Records for processing below:

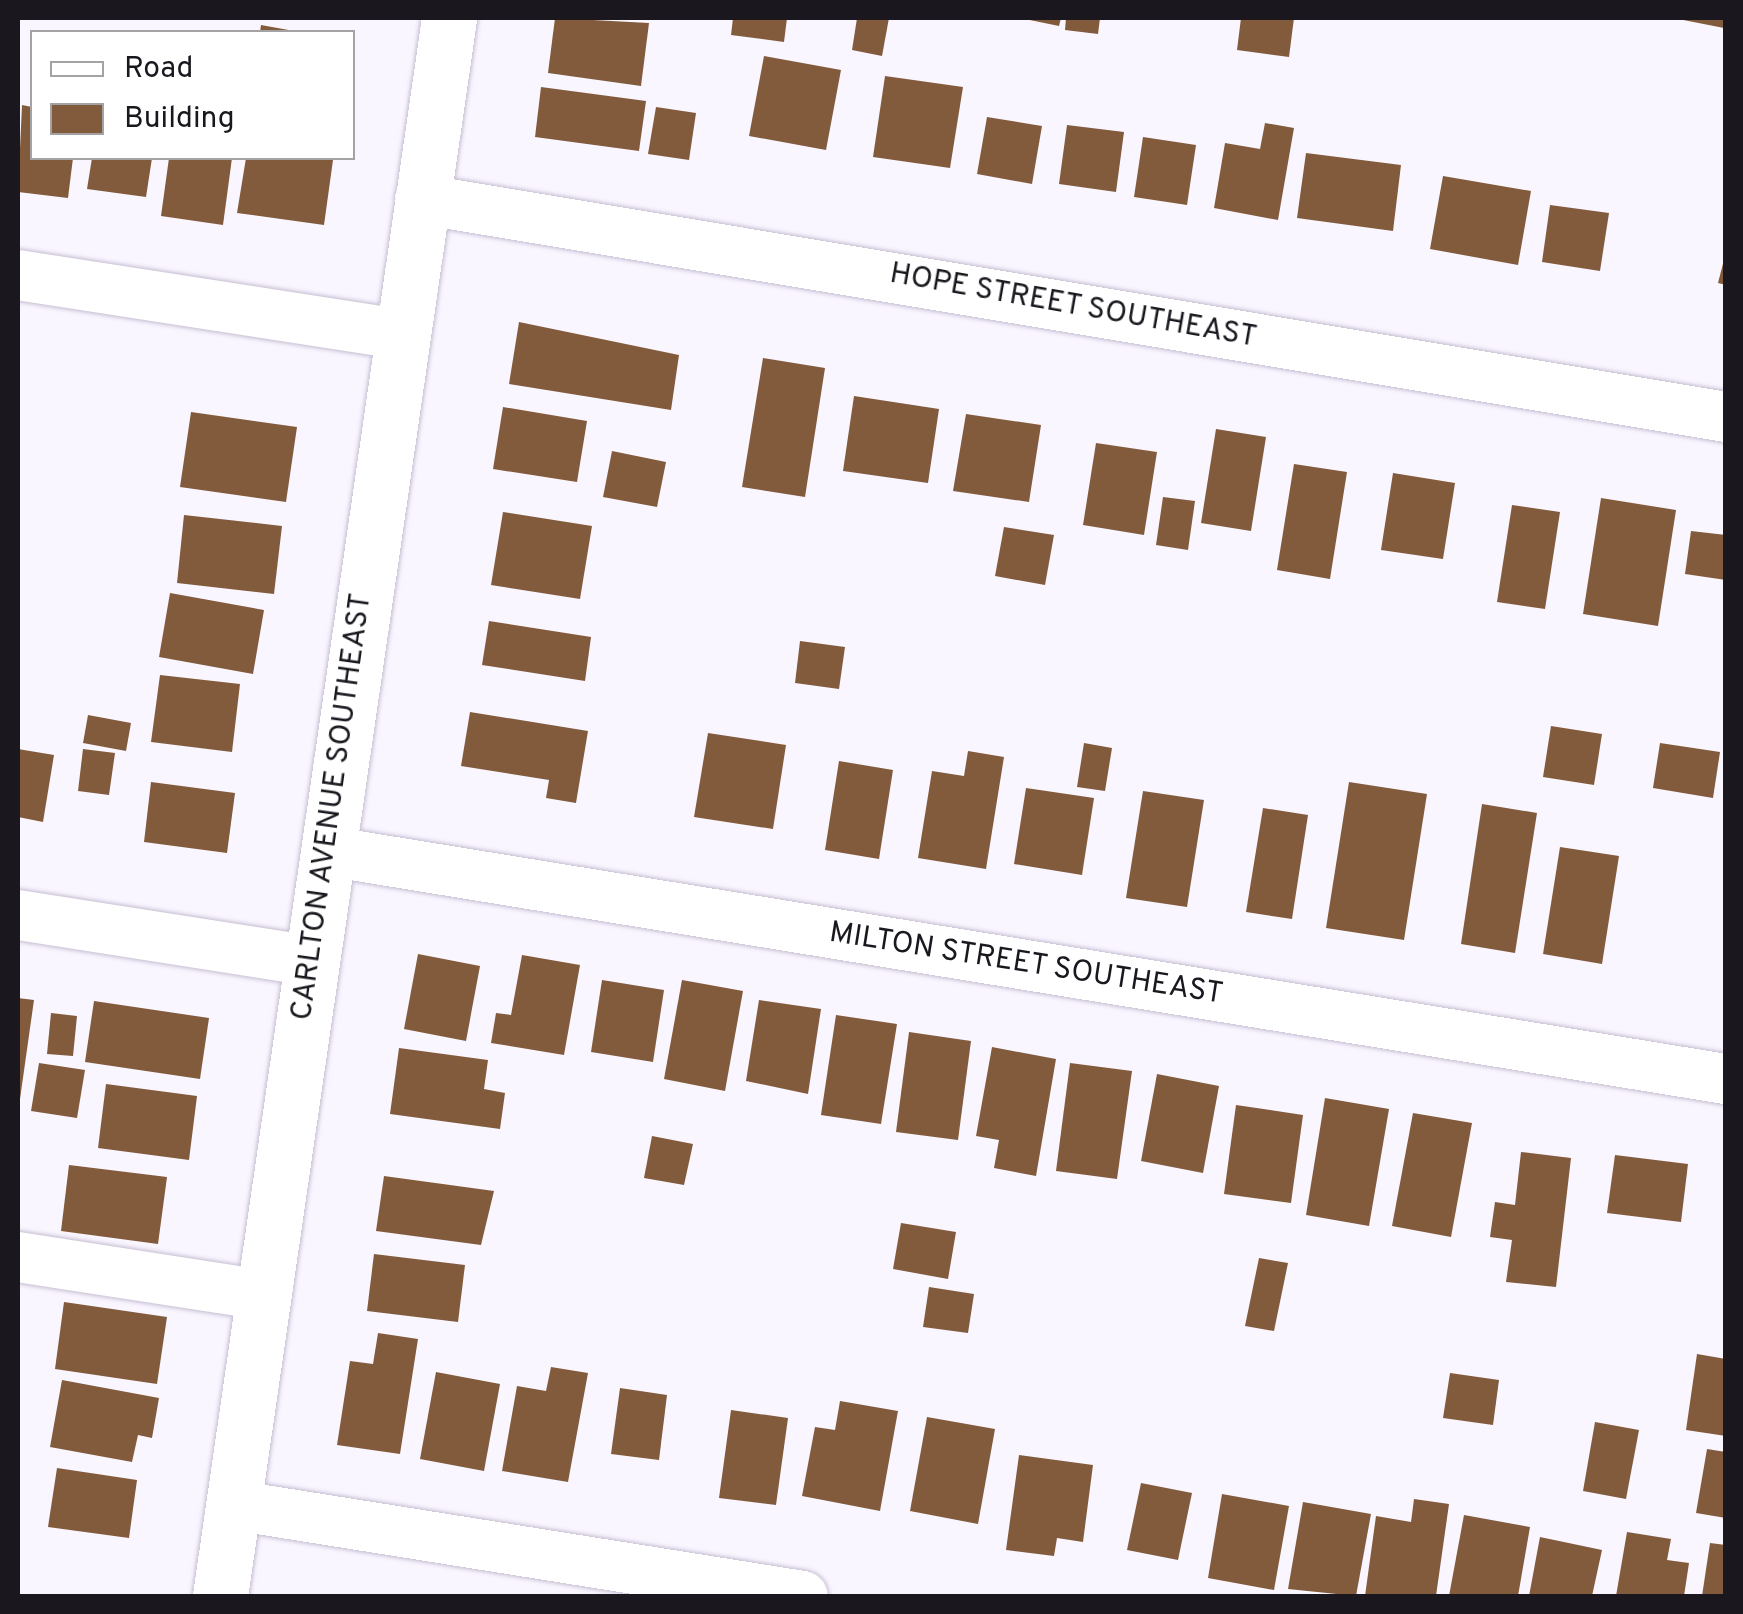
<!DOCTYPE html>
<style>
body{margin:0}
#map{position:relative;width:1743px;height:1614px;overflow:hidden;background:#faf6ff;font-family:Overpass,sans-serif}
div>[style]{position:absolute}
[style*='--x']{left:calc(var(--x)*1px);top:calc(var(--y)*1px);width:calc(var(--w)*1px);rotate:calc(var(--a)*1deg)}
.building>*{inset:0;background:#825b3d}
.roads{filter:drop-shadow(0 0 2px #c6bed2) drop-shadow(0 0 2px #c6bed2)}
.street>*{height:50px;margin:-25px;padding:0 25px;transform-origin:25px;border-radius:25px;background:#fff}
.secondary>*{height:55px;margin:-27.5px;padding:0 27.5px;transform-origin:27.5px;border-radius:27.5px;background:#fff}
span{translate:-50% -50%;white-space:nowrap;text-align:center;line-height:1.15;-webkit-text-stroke:10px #fff;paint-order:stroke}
.street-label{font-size:30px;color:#1a171e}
.frame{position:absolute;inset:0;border:20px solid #1a171e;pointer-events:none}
.legend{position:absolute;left:30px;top:30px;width:325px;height:130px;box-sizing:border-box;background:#fff;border:2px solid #a3a2a5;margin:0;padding:12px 18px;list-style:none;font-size:30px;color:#1a171e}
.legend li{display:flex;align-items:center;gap:20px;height:50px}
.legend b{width:50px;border:2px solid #a3a2a5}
</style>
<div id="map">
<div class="building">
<i style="clip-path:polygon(555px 18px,649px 23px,641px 86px,548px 73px)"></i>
<i style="clip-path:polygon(733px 18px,787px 18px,784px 42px,731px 35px)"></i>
<i style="clip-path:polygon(857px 18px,889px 18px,882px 56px,852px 50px)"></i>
<i style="clip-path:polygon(1020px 18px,1061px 18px,1059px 26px)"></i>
<i style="clip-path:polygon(1066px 18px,1100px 18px,1098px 34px,1065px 30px)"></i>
<i style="clip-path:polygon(1241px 18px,1294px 18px,1289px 57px,1237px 50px)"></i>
<i style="clip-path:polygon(1673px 18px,1726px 18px,1726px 19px,1724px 28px)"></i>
<i style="clip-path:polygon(261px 25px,294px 31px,293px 32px,260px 32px)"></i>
<i style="clip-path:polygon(764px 56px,841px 70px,826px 150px,749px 136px)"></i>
<i style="clip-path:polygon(885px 76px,963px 87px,950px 168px,873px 157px)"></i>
<i style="clip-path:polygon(541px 87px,646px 101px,639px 151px,535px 137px)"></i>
<i style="clip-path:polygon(22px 105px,32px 107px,32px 158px,73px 158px,68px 198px,18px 192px)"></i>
<i style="clip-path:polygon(656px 107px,696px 113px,689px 160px,648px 154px)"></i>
<i style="clip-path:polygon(987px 117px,1042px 126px,1032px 184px,977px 174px)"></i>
<i style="clip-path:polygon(1265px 123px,1294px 128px,1278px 220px,1214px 208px,1225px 143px,1260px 149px)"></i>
<i style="clip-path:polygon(1067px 125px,1124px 132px,1116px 192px,1059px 184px)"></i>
<i style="clip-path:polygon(1143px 137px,1196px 145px,1187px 205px,1134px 197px)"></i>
<i style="clip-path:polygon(1306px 153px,1401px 165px,1393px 231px,1297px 218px)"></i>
<i style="clip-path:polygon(92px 158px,152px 158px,146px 197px,87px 189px)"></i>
<i style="clip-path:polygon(169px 158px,232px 158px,223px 225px,161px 216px)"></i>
<i style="clip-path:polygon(246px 158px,333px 160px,324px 225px,237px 213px)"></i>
<i style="clip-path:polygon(1443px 176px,1531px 191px,1518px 265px,1430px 249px)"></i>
<i style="clip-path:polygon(1550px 205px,1609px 213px,1600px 271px,1542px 262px)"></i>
<i style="clip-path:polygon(1726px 252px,1726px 285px,1718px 283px)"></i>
<i style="clip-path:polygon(519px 322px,679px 355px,671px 410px,509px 384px)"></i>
<i style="clip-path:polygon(763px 358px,825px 368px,805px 497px,742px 487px)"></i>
<i style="clip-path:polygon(854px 396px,939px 409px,928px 483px,843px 471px)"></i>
<i style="clip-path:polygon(503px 407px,587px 421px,577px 482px,493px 469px)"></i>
<i style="clip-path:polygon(191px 412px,297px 427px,286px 502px,180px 487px)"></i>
<i style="clip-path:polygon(966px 414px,1041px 425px,1029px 502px,953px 491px)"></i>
<i style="clip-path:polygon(1216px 429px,1266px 437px,1251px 531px,1201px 523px)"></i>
<i style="clip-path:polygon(1096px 443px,1157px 452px,1144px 535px,1083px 525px)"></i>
<i style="clip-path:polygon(612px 451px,666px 462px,657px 507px,603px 497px)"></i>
<i style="clip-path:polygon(1294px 464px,1347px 472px,1330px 579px,1277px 570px)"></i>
<i style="clip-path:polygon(1393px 473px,1455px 483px,1443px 559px,1381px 550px)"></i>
<i style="clip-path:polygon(1163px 497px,1195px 501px,1188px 550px,1156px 545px)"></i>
<i style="clip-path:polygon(1601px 498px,1676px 510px,1658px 626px,1583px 614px)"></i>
<i style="clip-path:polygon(1512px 505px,1560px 512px,1545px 609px,1497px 602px)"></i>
<i style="clip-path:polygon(503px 512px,592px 526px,580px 599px,491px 585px)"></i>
<i style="clip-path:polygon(184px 515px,282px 526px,274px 594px,177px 583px)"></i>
<i style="clip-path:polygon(1004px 527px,1054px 535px,1045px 585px,995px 576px)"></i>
<i style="clip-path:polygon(1691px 531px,1726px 535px,1726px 580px,1685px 574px)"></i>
<i style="clip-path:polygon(170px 593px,264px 610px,253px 674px,159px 657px)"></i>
<i style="clip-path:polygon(489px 621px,591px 637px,585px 681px,482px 665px)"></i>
<i style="clip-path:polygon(800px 641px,845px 647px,839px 689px,795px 683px)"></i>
<i style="clip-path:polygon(160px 675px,240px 684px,232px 752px,151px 742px)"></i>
<i style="clip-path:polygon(470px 712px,588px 731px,576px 803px,546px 798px,549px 780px,461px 766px)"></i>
<i style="clip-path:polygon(88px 715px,131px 723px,126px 751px,83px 743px)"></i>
<i style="clip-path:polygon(1551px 726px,1602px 734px,1594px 785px,1543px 777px)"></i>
<i style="clip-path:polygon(708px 733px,786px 745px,773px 829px,694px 817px)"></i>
<i style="clip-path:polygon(1084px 743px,1112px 748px,1105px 791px,1077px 787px)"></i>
<i style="clip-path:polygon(1660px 743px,1720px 752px,1713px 798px,1653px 788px)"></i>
<i style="clip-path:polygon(18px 749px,54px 755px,43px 822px,18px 817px)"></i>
<i style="clip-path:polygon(83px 749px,115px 753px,109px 795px,78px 791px)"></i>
<i style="clip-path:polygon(968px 751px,1004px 757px,986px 869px,918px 858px,932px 771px,964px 776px)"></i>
<i style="clip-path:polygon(839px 761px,893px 770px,879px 859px,825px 850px)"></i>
<i style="clip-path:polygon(151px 782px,235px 793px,227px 853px,144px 842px)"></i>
<i style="clip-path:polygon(1349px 782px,1427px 794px,1404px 940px,1326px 928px)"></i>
<i style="clip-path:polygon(1026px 788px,1094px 798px,1082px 875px,1014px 864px)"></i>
<i style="clip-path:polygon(1143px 791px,1204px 800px,1187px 907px,1126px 898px)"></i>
<i style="clip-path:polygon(1482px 804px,1537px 813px,1515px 953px,1461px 944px)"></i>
<i style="clip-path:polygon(1263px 808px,1308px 815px,1292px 919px,1246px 912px)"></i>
<i style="clip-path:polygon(1560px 847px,1619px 856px,1602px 964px,1543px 954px)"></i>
<i style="clip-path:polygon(418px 954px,480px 966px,466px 1041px,404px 1029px)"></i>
<i style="clip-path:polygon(522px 955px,580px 965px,564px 1055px,491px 1043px,496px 1013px,511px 1015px)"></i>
<i style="clip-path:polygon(602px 980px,664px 990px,653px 1062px,591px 1052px)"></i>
<i style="clip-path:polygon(682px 980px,743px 991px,725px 1091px,664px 1079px)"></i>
<i style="clip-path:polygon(18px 998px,34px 1000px,20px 1099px,18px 1099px)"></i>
<i style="clip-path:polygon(759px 1000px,821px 1009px,808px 1094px,746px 1081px)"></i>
<i style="clip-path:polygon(94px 1001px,209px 1018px,200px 1079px,85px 1062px)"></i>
<i style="clip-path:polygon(51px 1013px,77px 1016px,73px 1056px,47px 1054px)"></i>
<i style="clip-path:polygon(836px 1015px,897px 1024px,881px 1124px,821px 1115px)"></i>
<i style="clip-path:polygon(909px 1032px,971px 1041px,958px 1140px,896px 1132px)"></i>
<i style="clip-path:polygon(992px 1047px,1056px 1059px,1036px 1176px,994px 1168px,999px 1140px,976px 1136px)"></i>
<i style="clip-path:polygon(399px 1048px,488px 1060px,484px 1089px,505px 1093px,500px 1129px,390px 1114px)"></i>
<i style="clip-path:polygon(39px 1063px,85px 1070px,77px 1118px,31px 1111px)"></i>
<i style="clip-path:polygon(1070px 1063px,1132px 1071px,1117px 1179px,1056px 1171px)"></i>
<i style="clip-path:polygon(1157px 1074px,1219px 1086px,1203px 1173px,1141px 1161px)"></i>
<i style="clip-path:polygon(106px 1084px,197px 1096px,189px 1160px,98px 1148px)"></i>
<i style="clip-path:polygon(1325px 1098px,1389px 1109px,1369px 1226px,1306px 1215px)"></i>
<i style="clip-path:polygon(1236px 1105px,1303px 1115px,1291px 1203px,1224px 1194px)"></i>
<i style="clip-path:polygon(1413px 1113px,1472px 1123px,1451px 1237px,1392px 1226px)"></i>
<i style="clip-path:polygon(652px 1136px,693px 1144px,684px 1185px,644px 1178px)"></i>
<i style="clip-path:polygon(1521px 1152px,1571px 1158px,1556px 1287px,1506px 1282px,1512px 1240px,1490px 1237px,1495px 1202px,1515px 1205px)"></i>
<i style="clip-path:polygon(1615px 1155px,1688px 1164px,1681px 1222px,1607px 1213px)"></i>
<i style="clip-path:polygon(69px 1165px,167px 1177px,158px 1244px,61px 1231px)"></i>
<i style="clip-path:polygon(384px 1176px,494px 1191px,481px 1245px,376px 1231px)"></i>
<i style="clip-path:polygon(901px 1223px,956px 1232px,948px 1279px,893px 1269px)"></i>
<i style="clip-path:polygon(374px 1254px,465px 1265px,458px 1322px,367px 1311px)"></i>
<i style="clip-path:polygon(1259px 1258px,1288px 1263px,1274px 1331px,1245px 1326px)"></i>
<i style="clip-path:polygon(929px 1287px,974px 1294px,968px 1333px,923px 1327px)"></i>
<i style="clip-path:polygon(64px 1302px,167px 1317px,157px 1384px,55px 1369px)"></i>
<i style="clip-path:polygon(378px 1333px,418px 1339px,400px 1454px,337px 1445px,350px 1361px,373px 1364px)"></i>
<i style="clip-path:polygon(1697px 1354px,1726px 1359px,1726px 1436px,1686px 1430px)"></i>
<i style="clip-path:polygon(551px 1367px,588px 1373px,568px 1482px,502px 1471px,517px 1386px,546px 1391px)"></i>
<i style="clip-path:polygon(436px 1372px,500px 1384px,484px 1471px,420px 1459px)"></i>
<i style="clip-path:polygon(1450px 1373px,1499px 1380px,1493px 1425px,1443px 1418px)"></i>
<i style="clip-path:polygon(62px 1380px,159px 1398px,152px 1438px,138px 1435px,132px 1462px,50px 1447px)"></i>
<i style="clip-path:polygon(620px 1388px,667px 1395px,659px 1460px,611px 1454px)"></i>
<i style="clip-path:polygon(840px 1401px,898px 1411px,880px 1511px,802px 1496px,815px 1427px,835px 1430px)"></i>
<i style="clip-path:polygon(731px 1410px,788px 1418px,776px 1505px,719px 1498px)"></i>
<i style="clip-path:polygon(927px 1417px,995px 1429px,978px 1524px,910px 1511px)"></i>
<i style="clip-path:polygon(1595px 1422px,1639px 1430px,1626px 1499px,1583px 1491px)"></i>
<i style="clip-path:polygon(1707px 1449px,1726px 1452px,1726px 1518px,1696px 1513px)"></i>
<i style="clip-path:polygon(1019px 1455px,1093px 1465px,1083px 1542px,1057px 1538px,1054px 1556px,1006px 1550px)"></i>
<i style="clip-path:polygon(57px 1468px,137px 1480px,129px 1538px,48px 1527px)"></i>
<i style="clip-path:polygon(1141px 1483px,1192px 1493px,1178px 1560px,1127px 1550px)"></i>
<i style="clip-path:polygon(1222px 1494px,1289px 1506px,1274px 1590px,1208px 1578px)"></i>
<i style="clip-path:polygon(1414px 1499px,1449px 1504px,1436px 1596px,1365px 1596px,1376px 1516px,1411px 1522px)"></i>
<i style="clip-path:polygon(1303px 1502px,1371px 1514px,1356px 1596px,1288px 1589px)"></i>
<i style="clip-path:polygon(1464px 1515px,1530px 1527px,1518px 1596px,1449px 1596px)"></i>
<i style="clip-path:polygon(1627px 1532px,1671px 1539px,1667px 1560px,1689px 1563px,1684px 1596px,1616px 1596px)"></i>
<i style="clip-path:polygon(1540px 1537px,1602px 1550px,1592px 1596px,1529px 1596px)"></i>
<i style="clip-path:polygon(1710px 1543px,1726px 1545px,1726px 1596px,1702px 1596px)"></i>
</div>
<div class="roads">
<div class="street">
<i style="--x:420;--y:199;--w:1324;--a:9.48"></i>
<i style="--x:18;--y:275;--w:387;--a:8.8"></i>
<i style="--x:327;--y:851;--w:1417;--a:9.26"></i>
<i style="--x:18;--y:915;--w:297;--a:8.9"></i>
<i style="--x:18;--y:1257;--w:249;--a:8.8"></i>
<i style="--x:233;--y:1505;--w:577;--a:9.07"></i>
</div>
<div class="secondary">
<i style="--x:220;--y:1596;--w:1595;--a:-81.74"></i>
</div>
</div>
<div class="street-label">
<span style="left:1073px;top:307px;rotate:10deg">HOPE STREET SOUTHEAST</span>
<span style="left:333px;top:807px;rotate:-82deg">CARLTON AVENUE SOUTHEAST</span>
<span style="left:1026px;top:965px;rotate:9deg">MILTON STREET SOUTHEAST</span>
</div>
<div class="frame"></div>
<ul class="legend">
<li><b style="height:12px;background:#fff"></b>Road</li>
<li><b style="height:28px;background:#825b3d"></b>Building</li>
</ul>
</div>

End of Records for processing.

_Exercise goal_
From the first line of the records down through the line containing "2px #c6bed2) drop-shadow(0", transcribe exactly those lines and no others, both ends kept, pictures dropped.

_Answer_
<!DOCTYPE html>
<style>
body{margin:0}
#map{position:relative;width:1743px;height:1614px;overflow:hidden;background:#faf6ff;font-family:Overpass,sans-serif}
div>[style]{position:absolute}
[style*='--x']{left:calc(var(--x)*1px);top:calc(var(--y)*1px);width:calc(var(--w)*1px);rotate:calc(var(--a)*1deg)}
.building>*{inset:0;background:#825b3d}
.roads{filter:drop-shadow(0 0 2px #c6bed2) drop-shadow(0 0 2px #c6bed2)}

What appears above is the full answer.